GitHub Actions Injections

2022-09-18

Introduction

This entry contains tips on what you should and shouldn't do in GitHub Actions with bash.

Options & Errors

Bash has options that you can set, with set, notably:

  • set -e - Exit immediately if a command exits with a non-zero status.
  • set -o pipefail - Causes a pipeline (|) to return the exit status of the last command in the pipe that returned a non-zero return value.

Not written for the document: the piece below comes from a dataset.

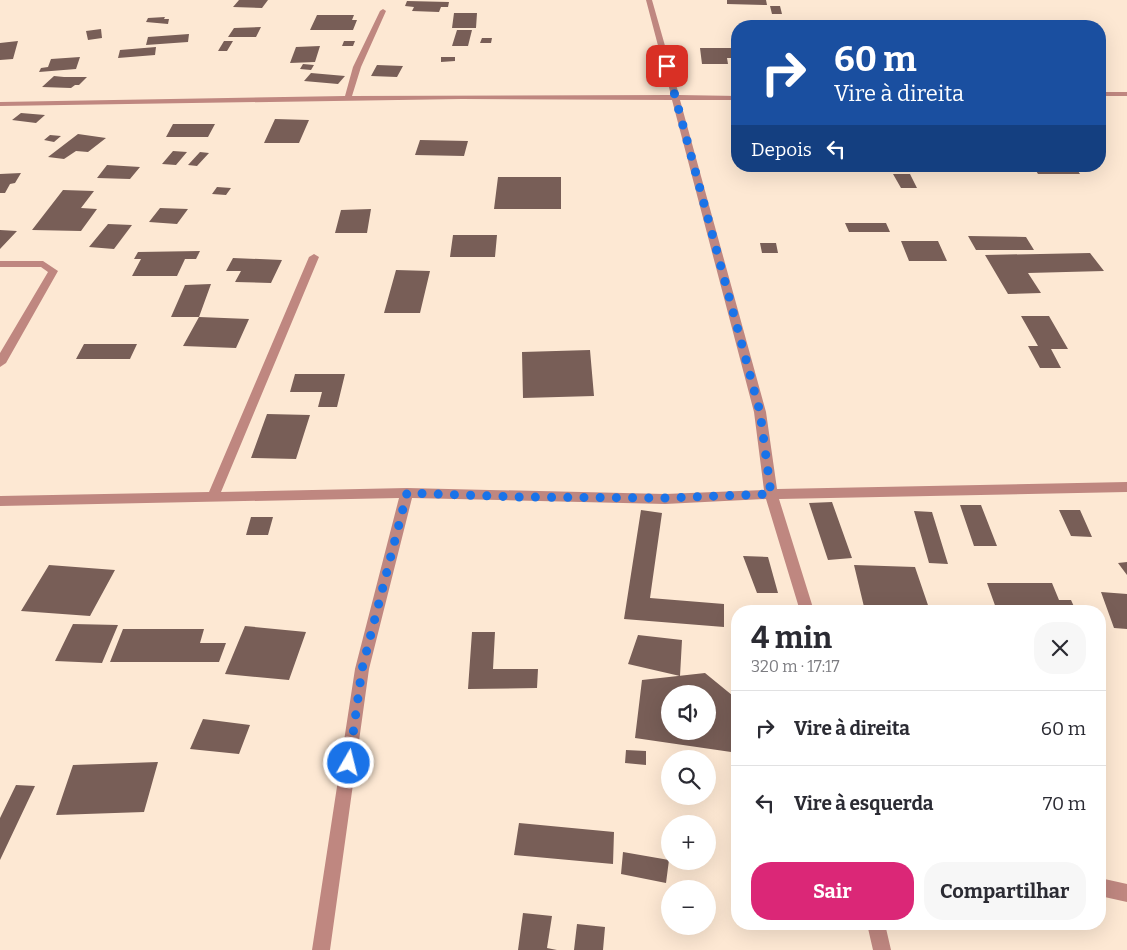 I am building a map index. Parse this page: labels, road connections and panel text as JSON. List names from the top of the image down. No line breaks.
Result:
{"page":{"turn":["60 m","Vire à direita"],"then":"Depois","heading":["4 min","320 m · 17:17"],"map_buttons":["+","−"],"list":[{"name":"Vire à direita","value":"60 m"},{"name":"Vire à esquerda","value":"70 m"}],"buttons":["Sair","Compartilhar"]}}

By default, GitHub Actions runs shell: bash sections with these options. Note that bash is the default shell. However, when you invoke other bash scripts from your actions, you need to set these options yourself like so;

#!/bin/bash
set -e -o pipefail

All above options are part of action-setup-bash

Errors & Handling

When dealing with errors in bash from GitHub Actions it can be fairly difficult to pinpoint where an error occurred. Although you could throw in -x to trace all commands, it may be too noisy for end users of workflows. Luckily, bash has options for this;

  • set -o errtrace - "If set, any trap on ERR is inherited by shell functions, command substitutions, and commands executed in a subshell environment"
  • set -o functrace - "If set, any traps on DEBUG and RETURN are inherited by shell functions, command substitutions, and commands executed in a subshell environment."

In other words, these options will make sure that any errors that occur in functions or subshells are also caught by the trap command. We can configure the trap command to print the line number and command that caused the error like so;

#!/bin/bash
set -e -o pipefail
set -o errtrace -o functrace
trap_error_report() {
    lineno=$1
    command=$2
    echo "Erred in bash at line $lineno on command: $command" >&2
}

trap 'trap_error_report "${LINENO}" "${BASH_COMMAND}"' ERR

Now when you run a script that contains an error, you'll always get a pretty error message, such as;

Erred in bash at line 5 on command: false

All above options are part of action-setup-bash

Bash Injections

Code injection is a fairly common attack vector in GitHub Actions for workflows. Likely because GitHub's own documentation of how to use GitHub Actions is full of them.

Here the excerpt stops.